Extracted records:
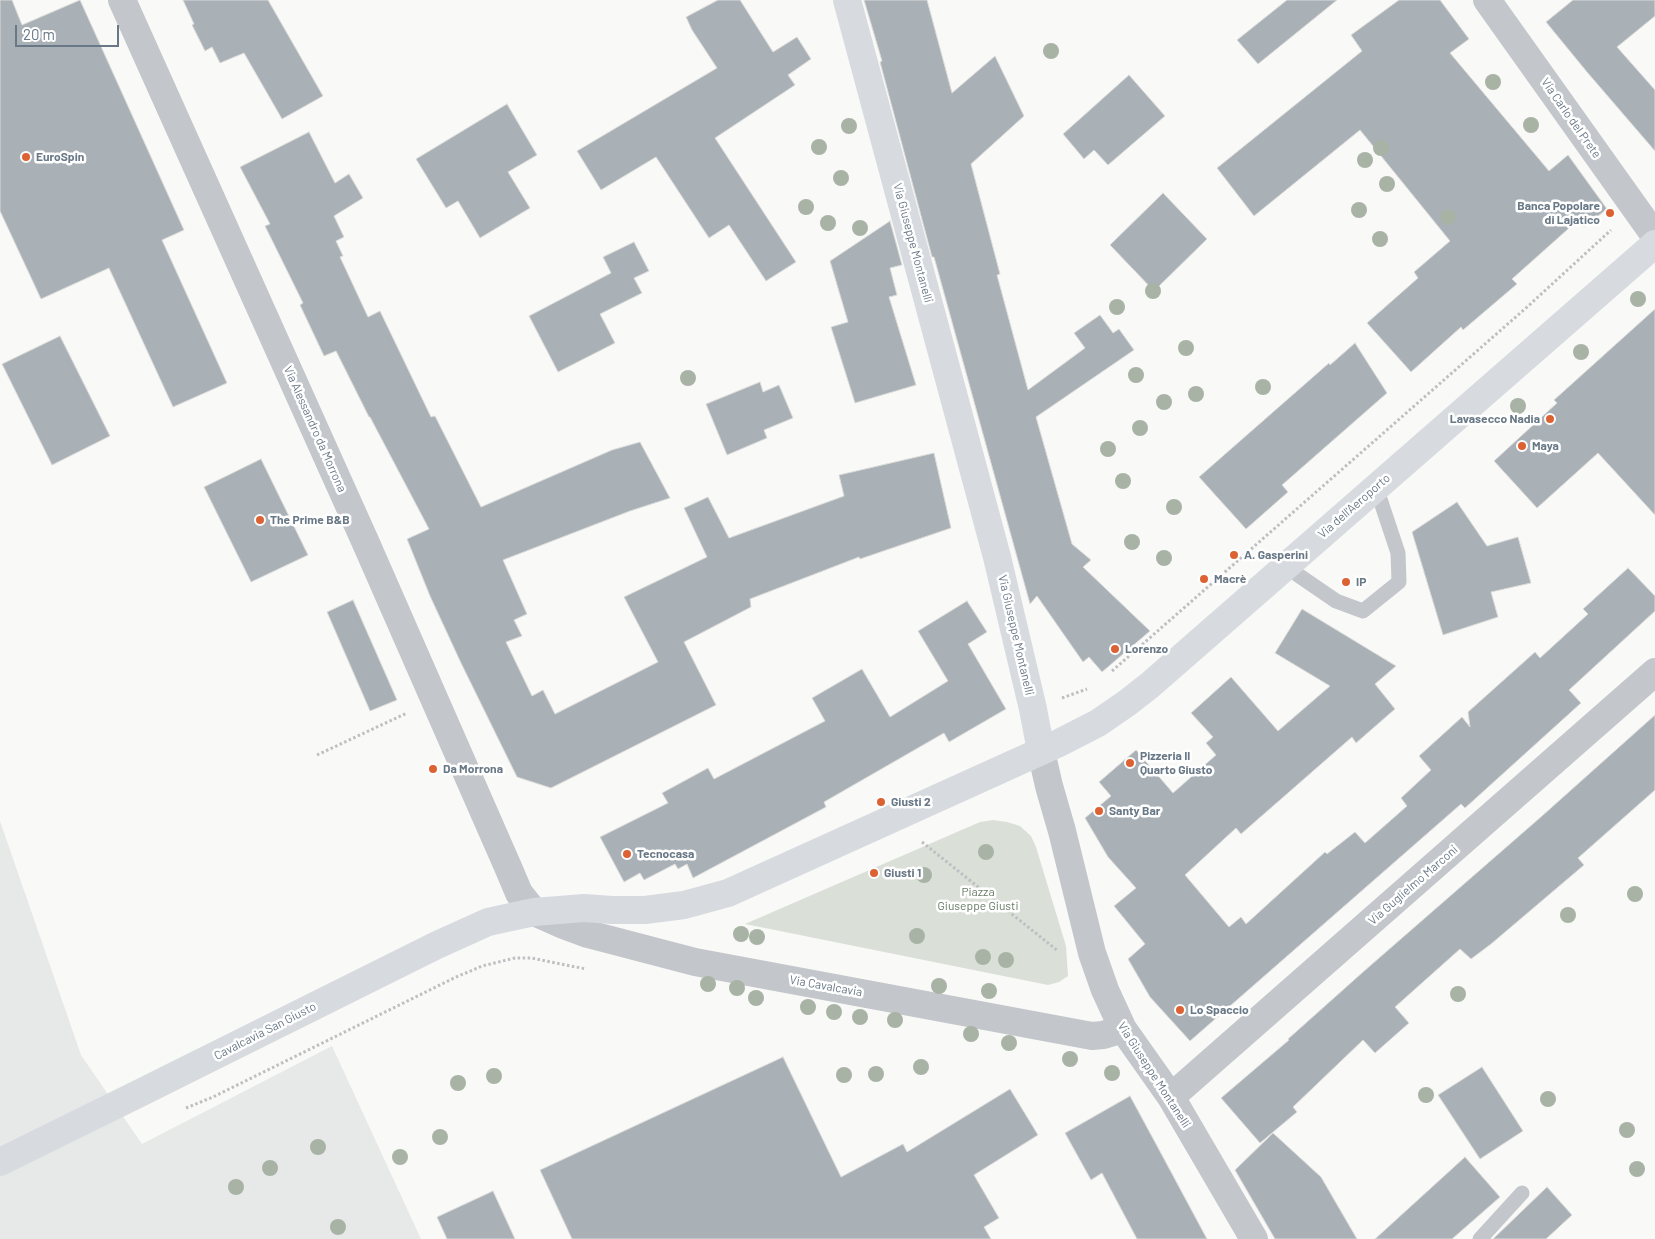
<!DOCTYPE html>
<meta charset="utf-8">
<style>
body{margin:0}
#map{position:relative;width:1655px;height:1239px;overflow:hidden;background:#f9f9f7;font-family:Barlow,sans-serif}
canvas{display:block}
.scale{position:absolute;left:15px;top:25px;width:104px;height:22px;box-sizing:border-box;border:2px solid #697886;border-top:0;padding-left:6px;font-size:15px;line-height:18px;white-space:nowrap;color:#697886;-webkit-text-stroke:4px #fff;paint-order:stroke}
</style>
<div id="map">
<canvas width="1655" height="1239"></canvas>
<div class="scale">20 m</div>
</div>
<script>
const ctx = document.querySelector('canvas').getContext('2d');
ctx.lineJoin = 'round';
function fillPath(path, color) {
  ctx.fillStyle = color;
  ctx.fill(path, 'evenodd');
}
function shape(rows) {
  const path = new Path2D();
  for (const r of rows) {
    path.moveTo(r[0], r[1]);
    for (let i = 2; i < r.length; i += 2) path.lineTo(r[i], r[i + 1]);
  }
  return path;
}
function strokePath(path, color, width, dash) {
  ctx.strokeStyle = color;
  ctx.lineWidth = width;
  ctx.lineCap = dash ? 'butt' : 'round';
  ctx.setLineDash(dash || []);
  ctx.stroke(path);
}
function label(font, color, halo, rows, align = 'center') {
  ctx.font = font + ' Barlow,sans-serif';
  ctx.lineWidth = 5;
  ctx.setLineDash([]);
  ctx.textBaseline = 'middle';
  ctx.strokeStyle = halo;
  ctx.fillStyle = color;
  for (const [text, x, y, turn = 0] of rows) {
    ctx.save();
    ctx.translate(x, y);
    ctx.rotate((+turn || 0) * Math.PI / 180);
    ctx.textAlign = isNaN(turn) ? turn : align;
    if (halo) ctx.strokeText(text, 0, 0);
    ctx.fillText(text, 0, 0);
    ctx.restore();
  }
}
const built = shape([
 [0,821,81,1055,142,1144,332,1046,421,1239,0,1239]
]);
const green = shape([
 [993,820,1007,822,1020,826,1031,836,1036,847,1066,946,1068,976,1059,982,1048,985,745,924,980,822]
]);
const building = shape([
 [0,0,12,0,22,25,80,0,184,230,162,240,227,383,173,407,109,268,41,299,0,211,0,0],
 [183,0,268,0,323,96,282,119,244,53,220,63,212,47,205,51,192,25,194,24,183,0],
 [718,0,740,0,773,52,797,37,811,59,788,75,795,85,715,138,796,262,766,281,729,225,709,238,656,157,601,190,577,151,717,68,692,30,686,17,718,0],
 [864,0,927,0,952,93,995,56,1024,116,971,164,1000,274,997,275,1028,390,1085,348,1074,333,1100,315,1113,333,1119,329,1134,350,1036,417,1072,544,1091,560,1083,567,1150,631,1102,672,1089,657,1083,662,1037,596,1030,604,934,257,932,257,880,62,882,61,864,0],
 [1287,0,1337,0,1258,64,1237,40,1287,0],
 [1399,0,1440,0,1469,39,1450,53,1549,171,1568,155,1607,209,1584,227,1577,221,1512,279,1517,284,1463,330,1461,327,1411,372,1367,323,1418,278,1414,272,1450,241,1360,130,1254,216,1217,168,1362,51,1351,35,1399,0],
 [1573,0,1655,0,1655,16,1617,47,1655,90,1655,151,1587,72,1546,22,1573,0],
 [1129,75,1165,116,1108,165,1094,150,1084,159,1063,134,1129,75],
 [507,104,537,155,508,172,530,208,480,238,458,201,446,208,416,159,507,104],
 [309,132,335,183,349,174,363,198,334,216,344,237,336,241,343,256,340,257,368,317,380,311,431,417,435,416,481,507,612,450,640,442,670,498,630,511,503,560,527,614,514,620,522,636,506,642,532,696,543,690,555,714,658,662,624,597,707,557,684,508,708,497,729,538,844,496,839,475,934,453,951,528,860,559,859,557,750,599,751,607,684,642,716,705,551,788,517,777,461,663,430,596,407,539,429,529,370,417,369,417,336,351,324,356,300,305,303,303,265,226,270,224,240,167,309,132],
 [1163,193,1207,239,1154,291,1110,245,1163,193],
 [890,221,902,265,890,268,897,295,889,297,916,385,855,403,831,327,848,322,830,261,890,221],
 [634,242,649,271,634,278,642,293,600,314,615,343,558,372,529,316,611,273,603,257,634,242],
 [1655,309,1655,515,1598,453,1537,508,1494,461,1557,403,1554,400,1655,309],
 [60,336,110,436,52,465,2,364,60,336],
 [1355,343,1387,393,1282,485,1288,492,1246,529,1199,477,1329,363,1330,365,1355,343],
 [760,382,763,392,779,385,793,418,764,430,767,438,727,455,706,404,760,382],
 [261,459,308,555,251,582,204,487,261,459],
 [1457,502,1487,546,1518,537,1531,583,1491,592,1498,617,1443,635,1412,532,1457,502],
 [1628,568,1655,596,1655,611,1569,690,1581,703,1465,808,1461,804,1190,1041,1150,997,1128,959,1145,944,1114,906,1136,888,1108,857,1085,818,1111,796,1099,782,1136,750,1173,793,1216,755,1206,743,1213,737,1191,713,1231,677,1278,731,1330,686,1275,653,1302,609,1396,666,1375,684,1395,709,1356,743,1352,737,1241,834,1236,828,1185,875,1229,927,1241,917,1246,924,1325,852,1327,854,1355,832,1365,843,1407,806,1401,798,1431,770,1419,756,1462,717,1470,727,1468,712,1535,652,1540,658,1588,614,1583,609,1628,568],
 [353,600,397,700,370,711,327,612,353,600],
 [967,601,987,632,968,644,1006,709,949,742,944,733,824,802,826,807,693,878,687,864,678,869,675,864,644,880,640,873,624,882,600,837,668,803,662,793,708,768,714,779,825,721,812,698,862,669,890,717,948,681,918,631,967,601],
 [1655,715,1655,790,1578,858,1584,865,1491,944,1471,959,1460,949,1395,1007,1409,1023,1375,1053,1363,1040,1293,1107,1297,1112,1260,1143,1221,1098,1289,1040,1288,1039,1363,972,1542,816,1655,715],
 [783,1057,841,1177,903,1144,907,1152,1010,1089,1038,1135,974,1175,999,1218,984,1227,991,1239,572,1239,540,1170,783,1057],
 [1482,1067,1523,1131,1480,1159,1438,1095,1482,1067],
 [1130,1096,1156,1144,1207,1239,1137,1239,1102,1173,1091,1180,1065,1133,1130,1096],
 [1273,1133,1321,1177,1357,1239,1275,1239,1235,1170,1273,1133],
 [1465,1157,1500,1197,1452,1239,1375,1239,1465,1157],
 [1547,1187,1572,1215,1546,1239,1493,1239,1547,1187],
 [493,1191,515,1239,447,1239,437,1217,493,1191]
]);
const path = shape([
 [1112,671,1526,308,1611,230],
 [1062,698,1087,689],
 [317,755,407,713],
 [922,842,1058,951],
 [186,1108,213,1097,454,978,482,966,515,958,531,958,586,969]
]);
const lane = shape([
 [1285,566,1336,601,1363,611,1399,582,1398,553,1376,487],
 [1480,1239,1522,1193]
]);
const street = shape([
 [122,0,365,541,508,867,519,893,534,912,561,924,588,934,695,962,1092,1036,1103,1035,1123,1029],
 [1487,0,1655,236],
 [1041,751,1049,786,1062,831,1092,953,1105,990,1123,1029,1171,1097,1254,1239],
 [1171,1097,1655,672]
]);
const secondary = shape([
 [847,0,997,557,1033,709,1041,751],
 [0,1162,140,1093,437,945,488,922,534,912,584,908,612,910,645,910,684,905,728,893,1057,744,1098,723,1127,703,1150,685,1655,244]
]);
const trees = [
 [1051,51],
 [1493,82],
 [1531,125],
 [849,126],
 [819,147],
 [1381,148],
 [1365,160],
 [841,178],
 [1387,184],
 [806,207],
 [1359,210],
 [1448,217],
 [828,223],
 [860,228],
 [1380,239],
 [1153,291],
 [1638,299],
 [1117,307],
 [1186,348],
 [1581,352],
 [1136,375],
 [688,378],
 [1263,387],
 [1196,394],
 [1164,402],
 [1518,406],
 [1140,428],
 [1108,449],
 [1123,481],
 [1174,507],
 [1132,542],
 [1164,558],
 [986,852],
 [924,875],
 [1635,894],
 [1568,915],
 [741,934],
 [917,936],
 [757,937],
 [983,957],
 [1006,960],
 [708,984],
 [939,986],
 [737,988],
 [989,991],
 [1458,994],
 [756,998],
 [808,1007],
 [834,1012],
 [860,1017],
 [895,1020],
 [971,1034],
 [1009,1043],
 [1070,1059],
 [921,1067],
 [1112,1073],
 [876,1074],
 [844,1075],
 [494,1076],
 [458,1083],
 [1426,1095],
 [1548,1099],
 [1627,1130],
 [440,1137],
 [318,1147],
 [400,1157],
 [270,1168],
 [1637,1169],
 [236,1187],
 [338,1227]
];
const markers = [
 [26,157,5,"#dc6133"],
 [1610,213,5,"#dc6133"],
 [1550,419,5,"#dc6133"],
 [1522,446,5,"#dc6133"],
 [260,520,5,"#dc6133"],
 [1234,555,5,"#dc6133"],
 [1204,579,5,"#dc6133"],
 [1346,582,5,"#dc6133"],
 [1115,649,5,"#dc6133"],
 [1130,763,5,"#dc6133"],
 [433,769,5,"#dc6133"],
 [881,802,5,"#dc6133"],
 [1099,811,5,"#dc6133"],
 [627,854,5,"#dc6133"],
 [874,873,5,"#dc6133"],
 [1180,1010,5,"#dc6133"]
];
const streetNames = [
 ["Via Carlo del Prete",1571,118,55],
 ["Via Giuseppe Montanelli",913,243,75],
 ["Via Alessandro da Morrona",315,429,66],
 ["Via dell'Aeroporto",1354,506,-41],
 ["Via Giuseppe Montanelli",1016,635,77],
 ["Via Guglielmo Marconi",1413,885,-41],
 ["Via Cavalcavia",826,986,10],
 ["Cavalcavia San Giusto",265,1031,-27],
 ["Via Giuseppe Montanelli",1154,1075,57]
];
const poiNames = [
 ["EuroSpin",36,157],
 ["Banca Popolare",1600,206,"right"],
 ["di Lajatico",1600,220,"right"],
 ["Lavasecco Nadia",1540,419,"right"],
 ["Maya",1532,446],
 ["The Prime B&B",270,520],
 ["A. Gasperini",1244,555],
 ["Macrè",1214,579],
 ["IP",1356,582],
 ["Lorenzo",1125,649],
 ["Pizzeria Il",1140,756],
 ["Quarto Giusto",1140,770],
 ["Da Morrona",443,769],
 ["Giusti 2",891,802],
 ["Santy Bar",1109,811],
 ["Tecnocasa",637,854],
 ["Giusti 1",884,873],
 ["Lo Spaccio",1190,1010]
];
const parkNames = [
 ["Piazza",978,892],
 ["Giuseppe Giusti",978,906]
];
fillPath(built, '#e7e8e8');
fillPath(green, '#dae0d8');
fillPath(building, '#a9b1b7');
strokePath(building, '#dbdbd9', 1);
strokePath(path, '#bdbfc2', 3, [2.5, 2.5]);
strokePath(lane, '#c3c6ca', 15);
strokePath(street, '#c3c6ca', 28);
strokePath(secondary, '#d7dbdf', 28);
ctx.fillStyle = '#a8b3a6';
for (const [x, y] of trees) {
  ctx.beginPath();
  ctx.arc(x, y, 8, 0, 2 * Math.PI);
  ctx.fill();
}
for (const [x, y, r, color] of markers) {
  const dot = new Path2D();
  dot.arc(x, y, r, 0, 2 * Math.PI);
  ctx.fillStyle = color;
  ctx.fill(dot);
  strokePath(dot, '#fff', 2);
}
label('12px', '#697886', '#fff', streetNames);
label('bold 12px', '#697886', '#fff', poiNames, 'left');
label('12px', '#667964', '#fff', parkNames);
</script>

#### EXERCISE BRIEF:
Search the records above for "label" and copy every line that has it.

#### SOLVED EXERCISE:
function label(font, color, halo, rows, align = 'center') {
label('12px', '#697886', '#fff', streetNames);
label('bold 12px', '#697886', '#fff', poiNames, 'left');
label('12px', '#667964', '#fff', parkNames);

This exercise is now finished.